Sketch the region described by the following spherical coordinates in three- dimensional space. $$\rho \cos \phi=4$$

Short Answer

Expert verified
The region is a plane located at \(z = 4\), parallel to the \(xy\)-plane.

Step by step solution

01

Understand the Spherical Coordinate System

In spherical coordinates, a point in space is described by three values: \(\rho\), \(\theta\), and \(\phi\). Here, \(\rho\) is the distance from the origin to the point, \(\theta\) is the angle in the \(xy\)-plane from the positive \(x\)-axis, and \(\phi\) is the angle from the positive \(z\)-axis to the point.
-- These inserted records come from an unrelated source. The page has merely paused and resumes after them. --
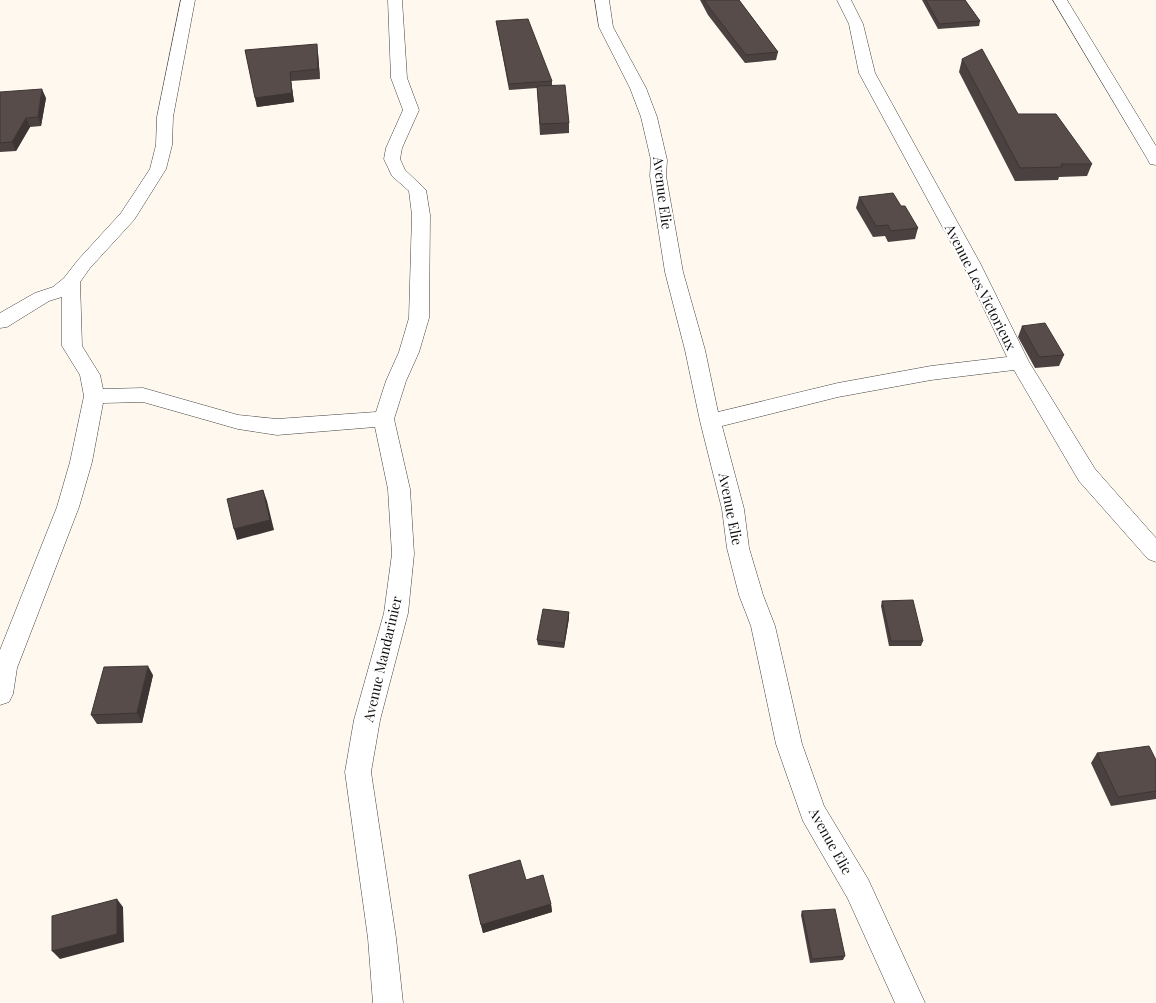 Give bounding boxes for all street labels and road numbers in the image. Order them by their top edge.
street label: Avenue Elie [649,154,677,231]
street label: Avenue Les Victorieux [941,220,1021,354]
street label: Avenue Elie [714,470,747,547]
street label: Avenue Mandarinier [358,594,406,725]
street label: Avenue Elie [804,803,857,878] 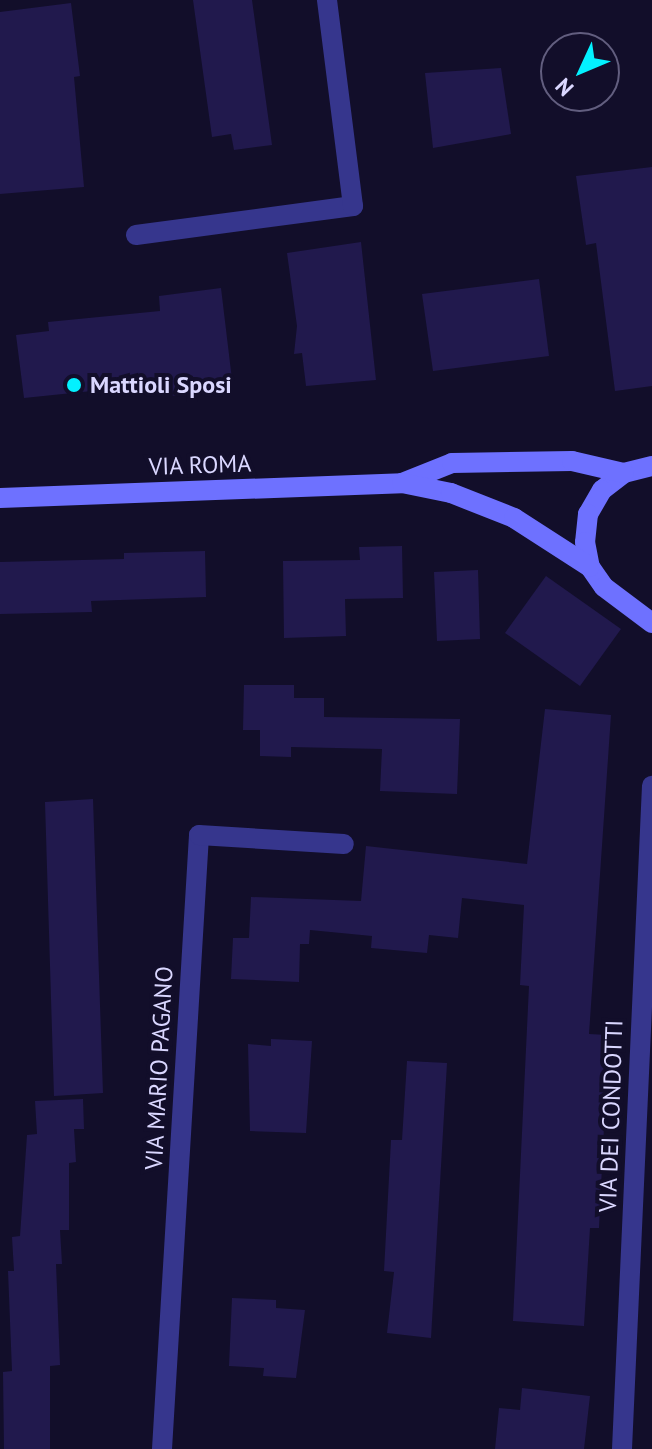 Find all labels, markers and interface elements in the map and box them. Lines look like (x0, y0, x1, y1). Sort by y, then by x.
north arrow (540, 32, 620, 112)
text: N (549, 72, 579, 102)
place label: Mattioli Sposi (90, 371, 232, 399)
marker: Mattioli Sposi (65, 376, 83, 394)
street label: VIA ROMA (148, 449, 252, 481)
street label: VIA MARIO PAGANO (139, 965, 179, 1171)
street label: VIA DEI CONDOTTI (593, 1019, 629, 1213) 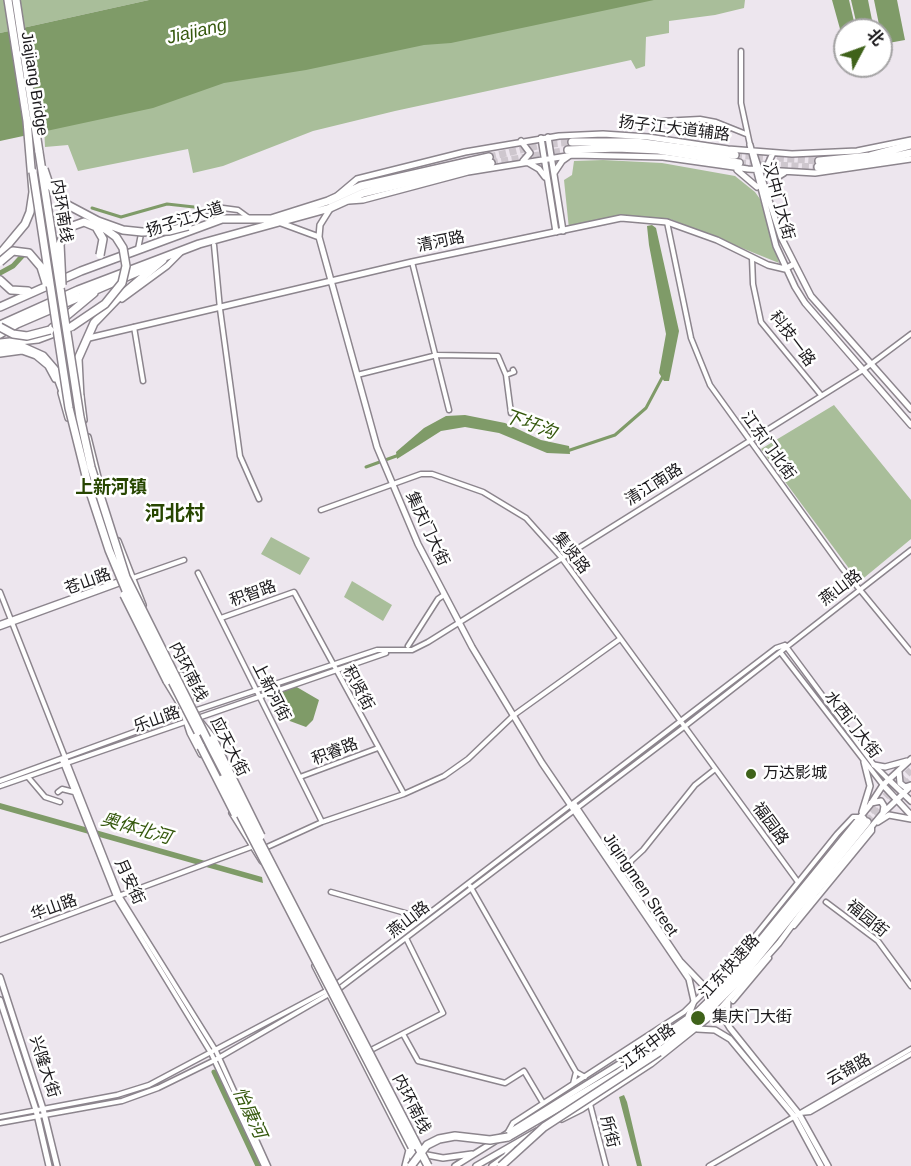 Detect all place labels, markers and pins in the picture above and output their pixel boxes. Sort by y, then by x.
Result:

We need to analyze how \(\rho \cos \phi = 4\) fits into this system.
02

Express the Equation in Terms of Cartesian Coordinates

Recall that \(\rho \cos \phi\) is the projection of \(\rho\) on the \(z\)-axis, and in terms of Cartesian coordinates, this is equal to \(z\). So \(\rho \cos \phi = 4\) becomes \(z = 4\). Now, we are tasked with sketching the region where \(z = 4\) in three-dimensional space.
03

Recognize the Resulting Surface

The equation \(z = 4\) in three-dimensional space represents a plane. Therefore, this equation does not describe a curved surface or a boundary but rather an infinite horizontal plane that is parallel to the \(xy\)-plane and located 4 units above it.
04

Sketch the Region

To sketch the region, draw a horizontal plane, ensuring it is parallel to the \(xy\)-plane, crossing the \(z\)-axis at \(z = 4\). Make sure to depict the plane as extending infinitely in the \(xy\)-directions.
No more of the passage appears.